More and more homes are being fitted with bathrooms that are accessible for people with a disability. Homeowners are thinking of disabled or elderly parents and friends and planning for their own futures.
Designing a bathroom for persons dealing with a disability ensures safety and comfort. The planning process for a disabled bathroom should focus on incorporating required safety features into the design.
Listed below are some general requirements for bathrooms that will be used by people with disabilities.
• Both the height of the sink and location of the faucet must accommodate persons in wheelchairs. To be sure that everyone can reach the sink, counter heights must be lowered to approximately 27 inches from the bathroom floor. Ensuring that water is accessible to those in a wheelchair requires a sink design that keeps the faucet toward the front of the basin.
• Showers and tubs must allow wheelchair access. This means that there should be a walk-in feature, and the floor of a shower needs to be level with the floor in the rest of the bathroom to make it easy for a wheelchair to roll into the shower stall.
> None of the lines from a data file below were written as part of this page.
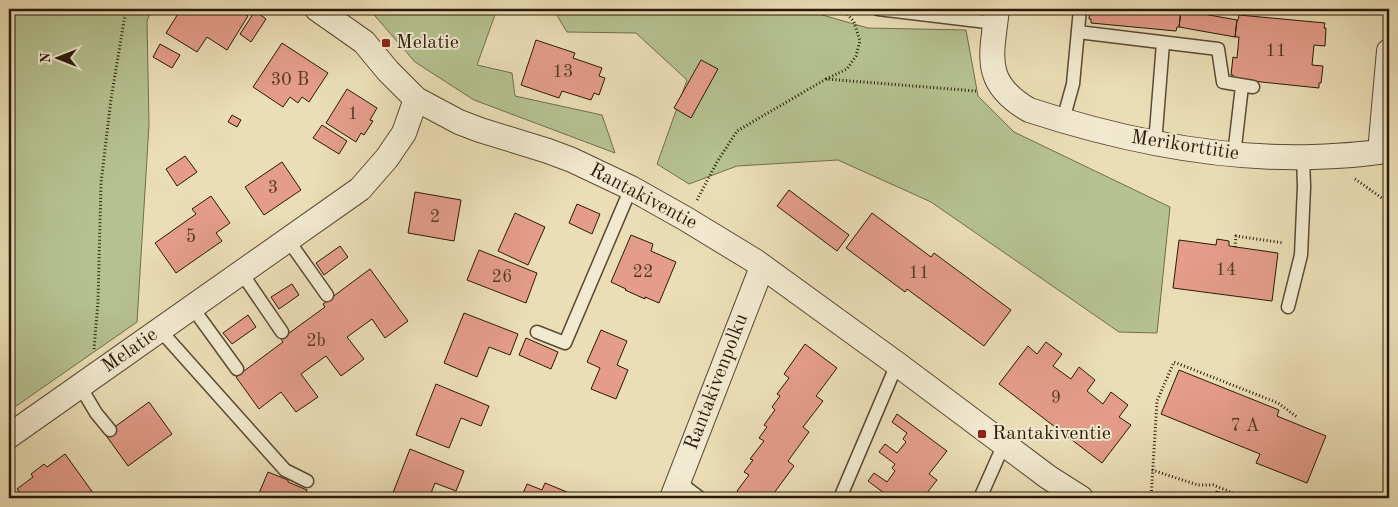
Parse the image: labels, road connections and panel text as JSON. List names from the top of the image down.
{
  "streets": {
    "street": [
      "Merikorttitie",
      "Rantakiventie",
      "Melatie",
      "Rantakivenpolku"
    ]
  },
  "crossings": [
    ["Rantakiventie", "Melatie"],
    ["Rantakiventie", "Rantakivenpolku"]
  ],
  "places": {
    "transit": ["Melatie", "Rantakiventie"]
  },
  "house_numbers": [
    "11",
    "13",
    "30 B",
    "1",
    "3",
    "2",
    "5",
    "14",
    "22",
    "11",
    "26",
    "2b",
    "9",
    "7 A"
  ],
  "north": "left"
}
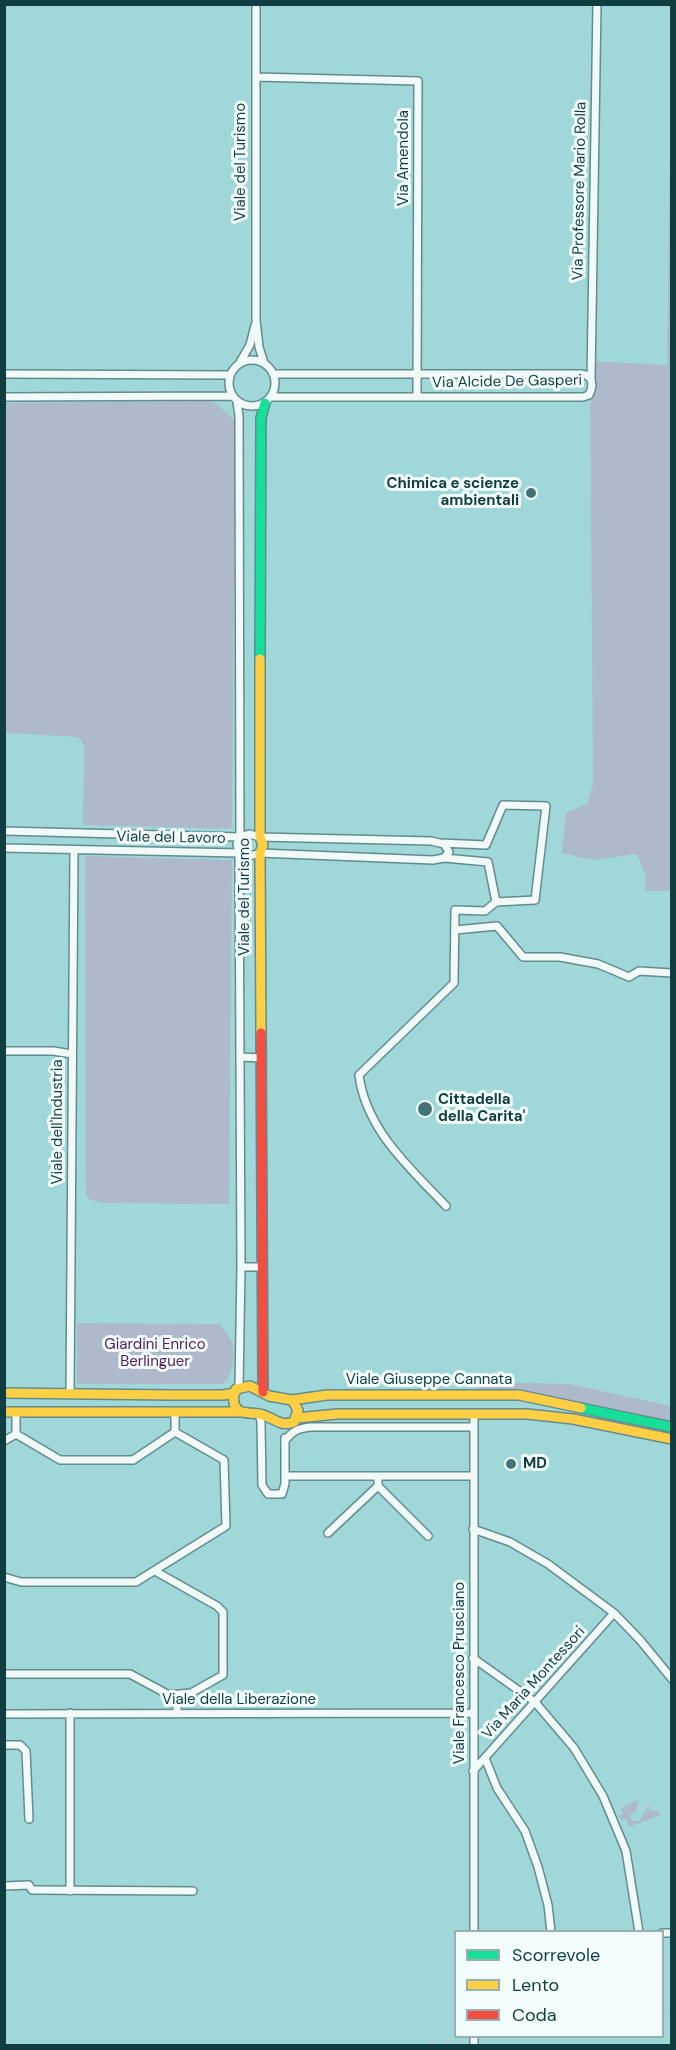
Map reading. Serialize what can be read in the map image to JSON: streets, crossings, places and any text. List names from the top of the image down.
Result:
{
  "streets": {
    "street": [
      "Via Amendola",
      "Viale del Turismo",
      "Via Professore Mario Rolla",
      "Via Alcide De Gasperi",
      "Viale del Lavoro",
      "Viale dell'Industria",
      "Viale Giuseppe Cannata",
      "Viale Francesco Prusciano",
      "Via Maria Montessori",
      "Viale della Liberazione"
    ]
  },
  "crossings": [
    ["Via Amendola", "Viale del Turismo"],
    ["Via Amendola", "Via Alcide De Gasperi"],
    ["Viale del Turismo", "Via Alcide De Gasperi"],
    ["Viale del Turismo", "Viale del Lavoro"],
    ["Viale del Turismo", "Viale Giuseppe Cannata"],
    ["Via Professore Mario Rolla", "Via Alcide De Gasperi"],
    ["Viale del Lavoro", "Viale dell'Industria"],
    ["Viale dell'Industria", "Viale Giuseppe Cannata"],
    ["Viale Francesco Prusciano", "Via Maria Montessori"],
    ["Viale Francesco Prusciano", "Viale della Liberazione"]
  ],
  "parks": ["Giardini Enrico Berlinguer"],
  "places": ["Chimica e scienze ambientali", "Cittadella della Carita'", "MD"],
  "legend": ["Scorrevole", "Lento", "Coda"]
}
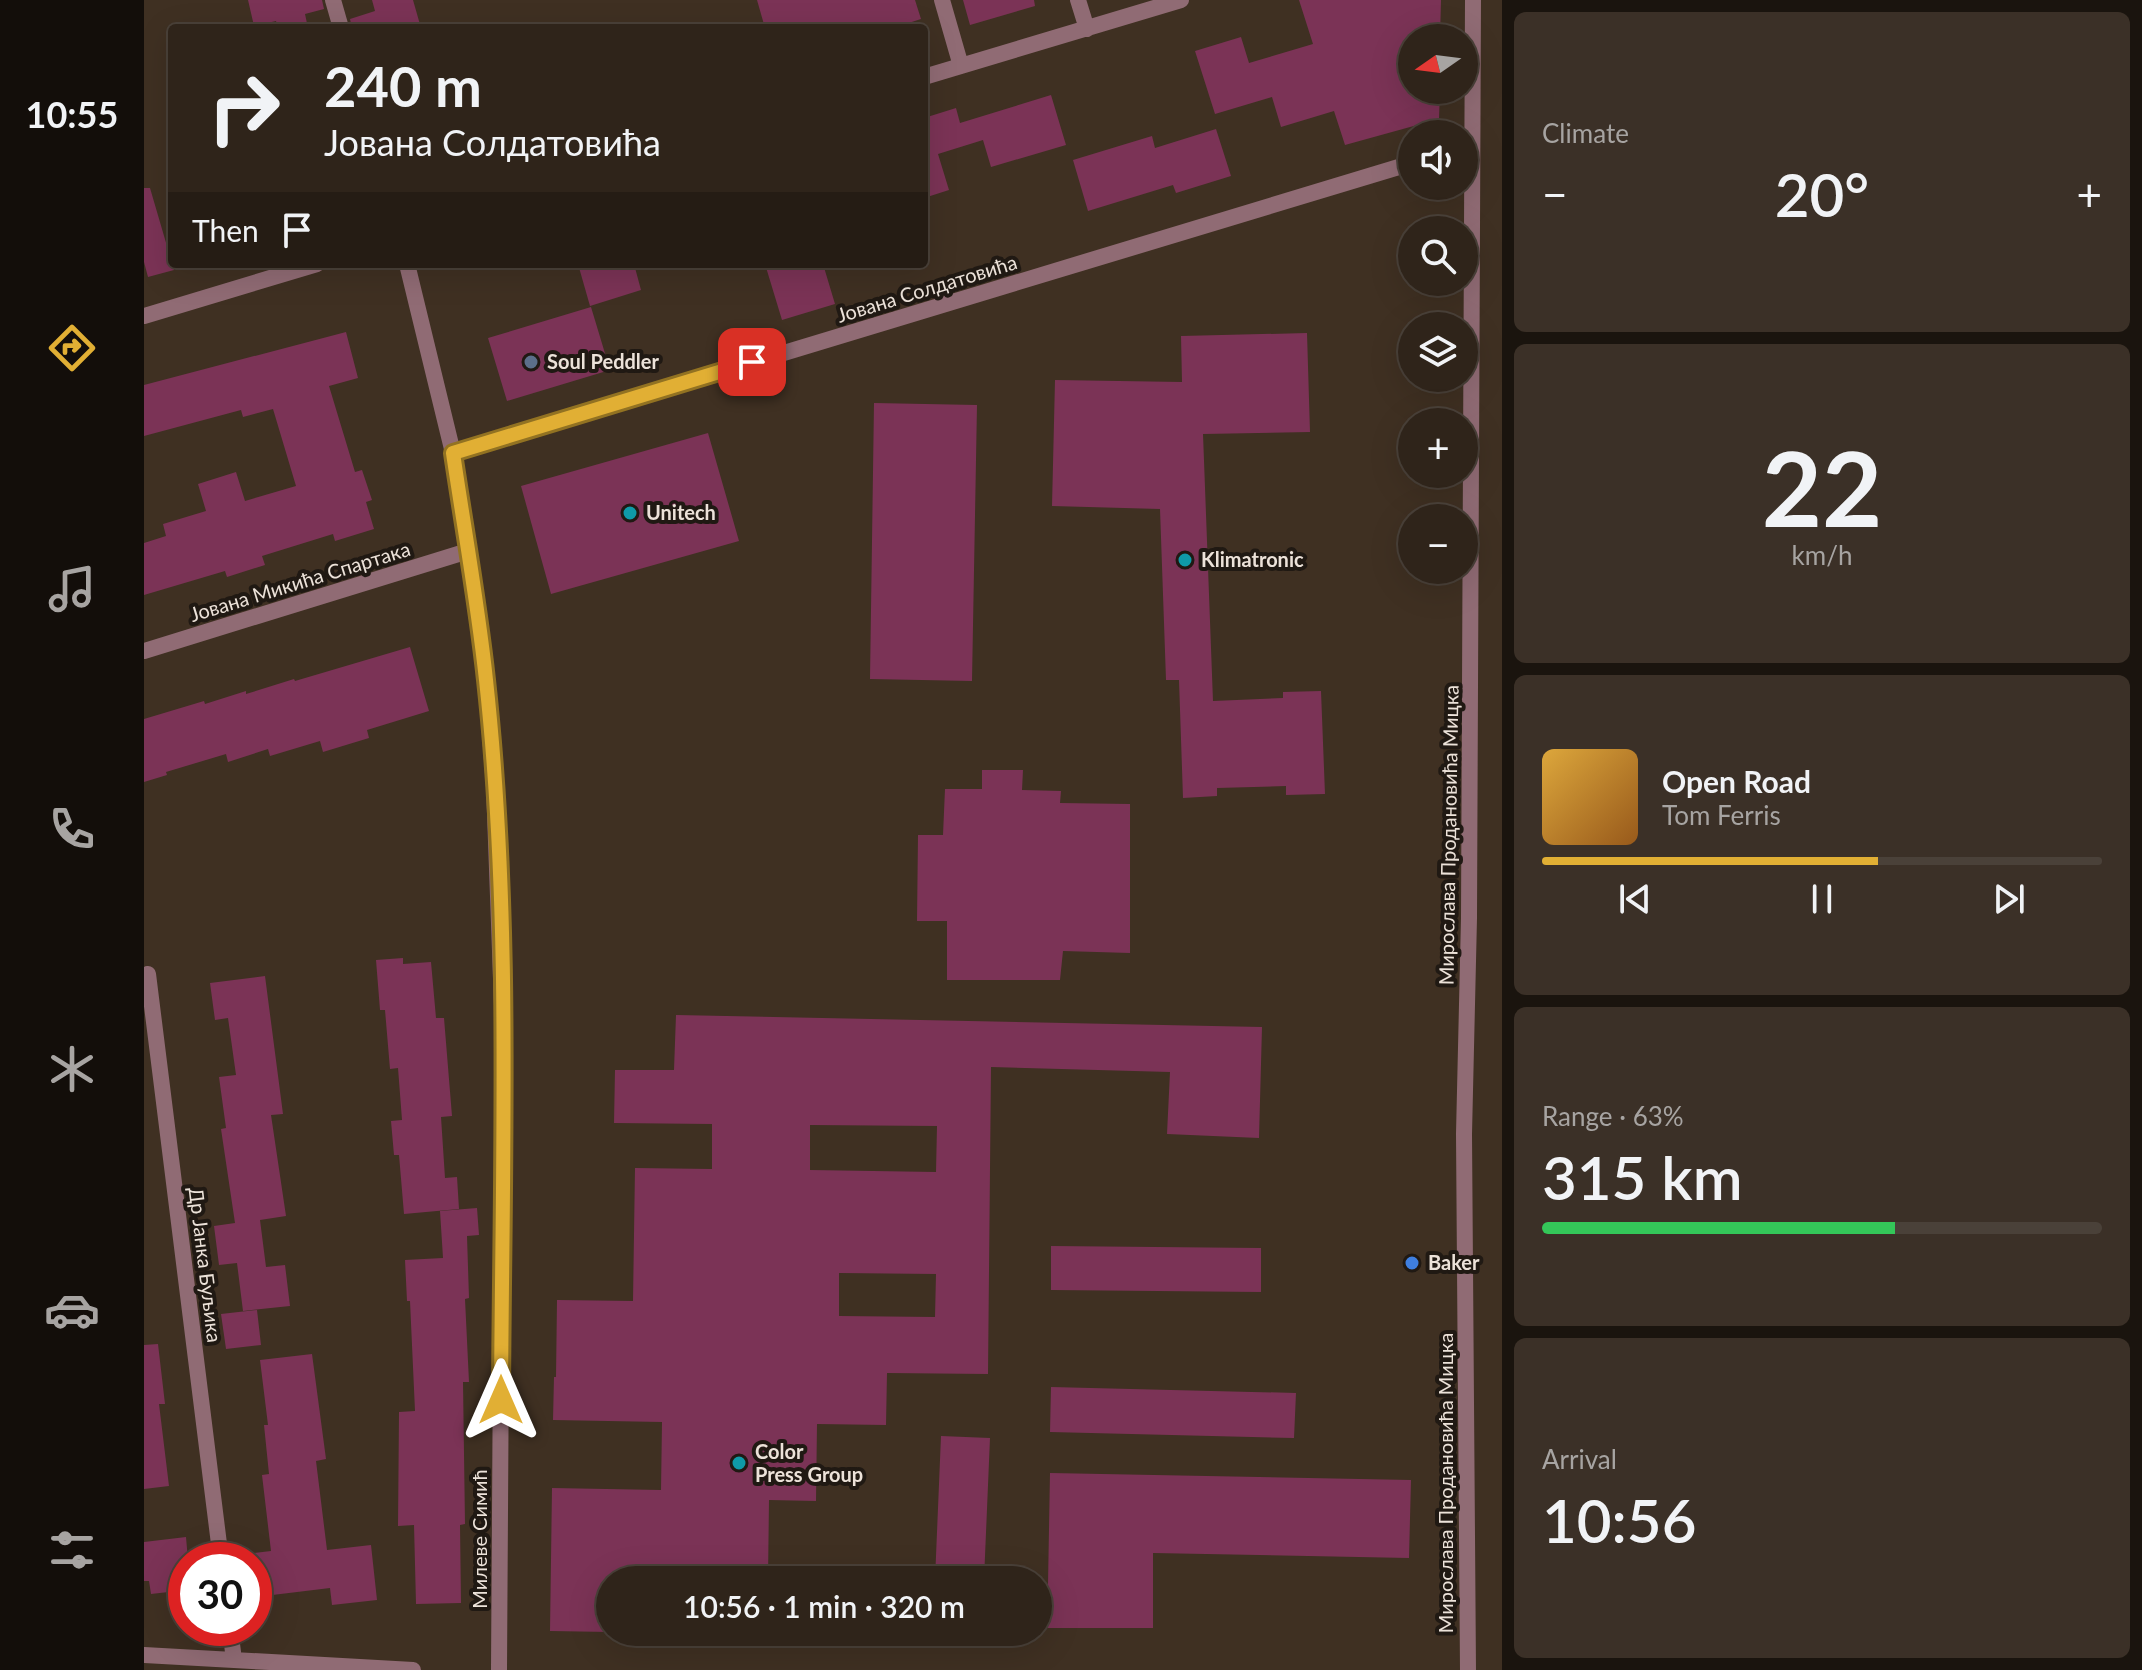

Angling the floor slightly toward a drain prevents slippery situations that can result when water from the shower builds up on the bathroom floor.
• Falls can be avoided by using handrails and mats in the tub and shower. Any anti-slip mat used to prevent falls in a shower must be large enough to cover the entire area of the shower floor. Measure the stall before purchasing a mat to make sure adequate coverage.
• Door width leading to the bathroom should be between 32 and 36 inches to make sure that all kinds of wheelchairs are able to pass through the entryway. It may be best to make the doorway 36 inches to make sure that all sizes of wheelchairs can get access to the facilities.
• Raising the toilet and providing grab bars allows those confined to a wheelchair to transfer from their chair to the toilet safely. The standard height for a toilet in a disabled restroom is between 17 and 19 inches from the bathroom floor. Toilets that allow wheelchair access also have an oval shape instead of a circular seat.
• Lower any fixtures in the shower to keep them within reach of a person in a wheelchair. One way to make sure that those in a wheelchair can reach a shower head is by using a detachable, handheld version that has a hose that is a minimum of 60 inches in length. A handheld shower head can be used by anyone who needs to use the disabled bathroom.
• Consider whether children with disabilities will be using the bathroom prior to planning accessibility features. The measurements listed above may need to be adjusted accordingly in this situation.
Complying with disabled bathroom requirements ensures that anyone with a disability can get access to the restroom without difficulty. If you are getting a disabled bathroom installed make sure that the criteria above are met.